Crowd enthralled by kiss on royal balcony
To wild cheers and with their flags aloft, the crowds surging up The Mall finally saw the moment they had all been waiting for Friday as Prince William kissed his new bride Kate.
The net curtains of the Buckingham Palace balcony began twitching right at 1:23 pm (1223 GMT), and then right on schedule, two minutes later, the world's most-watched newlyweds emerged, sparking huge cheers.
The rest of the royal family came out, although Queen Elizabeth II kept discreetly to one side -- this was her grandson's big day.
The crowd waved back to the happy couple, but soon they were chanting: "Kiss! Kiss! Kiss! Kiss!"
And when the blushing prince duly obliged, the crowds outside the palace gates erupted.
As the crowd waved to them, William pointed out to his wife elements of the remarkable scene before him -- the massed ranks of photographers on the Queen Victoria Memorial, the crowds at the palace gates, and the half a million well-wishers stretching as far as the eye could see.
To their left, Prince Harry joked with the maid of honour, Kate's sister Pippa Middleton, as did Prince Philip, the royal family's patriarch a few weeks short of his 90th birthday.
The page boys were also enjoying themselves, though the queen kept a watchful eye over them, while William's father Prince Charles held up one of the younger bridesmaids for a look over the balcony.
The balcony party began to go back inside, leaving the new Duke and Duchess of Cambridge to savour the moment alone one last time.
After six minutes and with a final wave, they returned inside the palace, putting the gloss on a magical day for billions of people around the world.
After the crowd chanted for a second kiss, the couple heeded the cry, pausing for a longer embrace this time.
Wellwishers had come to London from all over the world, rising before dawn or camping overnight on the streets to get a good view on the route.
"I wish I were Kate but just for the day. I don't want to become a queen, but it's every girl's dream to become a princess," said Kate More, 20, as she joined the crowd outside the palace.
"They are the most glamorous and classy couple. They are a new face for the monarchy," gushed her friend Katie Oresko, a student from Chicago.
Despite their long vigil, thousands of royal fans were in high spirits as they chanted "We want Kate, we want Kate" in the moments before the Rolls-Royce Phantom carrying her from her hotel arrived at Westminster abbey.
Sitting next to her father Michael, the new princess acknowledged the crowds who waved flags and cheered their support.
The crowds then settled to listen to the service, which was broadcast on loudspeakers across the square.
Outside the abbey, where some royal fans had been camped out since Monday, the road was packed.
Sam Harburg, a 27-year-old Australian, wearing a pink tie, arrived with a friend at 4:00 am equipped with a cool box with beer and two bottles of champagne, "one for the procession and one for the royal kiss".

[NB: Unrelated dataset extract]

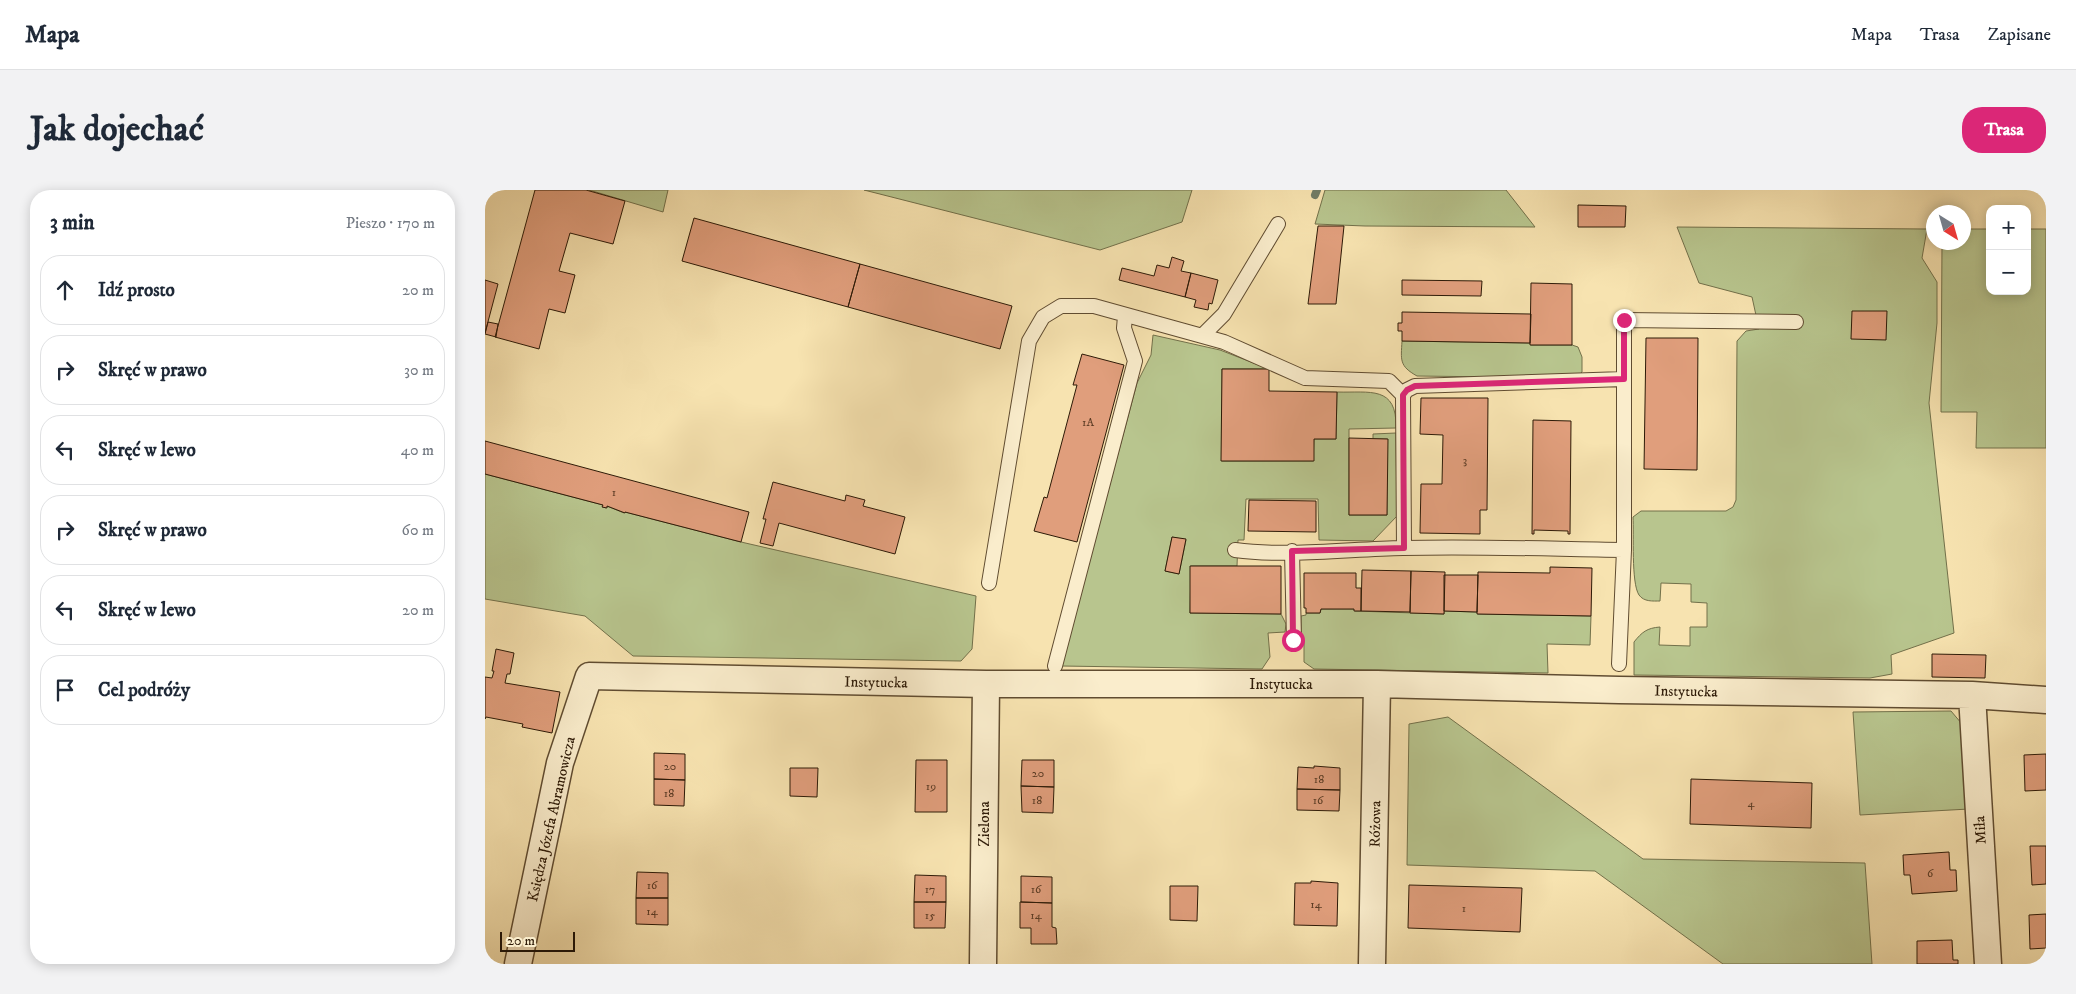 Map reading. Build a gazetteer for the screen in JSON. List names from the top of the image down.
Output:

"I can tell my friends in Australia that I was here," he said.
The crowd was a riot of colour -- there were little girls in princess dresses, women sporting paper crowns and plastic tiaras and men in William masks.
Two women wore wedding dresses with signs on their backs saying "It should have been me!".
Outside the abbey, Kim Ratcliffe, 37, wore a spectacular hat on top of her blonde hair. "I came prepared just in case they would invite me in!" she said, pushing her two daughters, both dressed as princesses, in their pram.
Nearby, 21-year-old London student Mina Best said she loved the fact that the couple had met at university like so many other ordinary people.
"They're pretty normal people, genuine people. Not what you would expect from the royal family," she said.
Most in the crowd were hopeful that the marriage would last, unlike William's parents, the late Princess Diana, and Prince Charles.
"She's much older than Diana, and much more mature -- and they are marrying for love. Charles was under pressure from his family," said Sandra Russell, 65.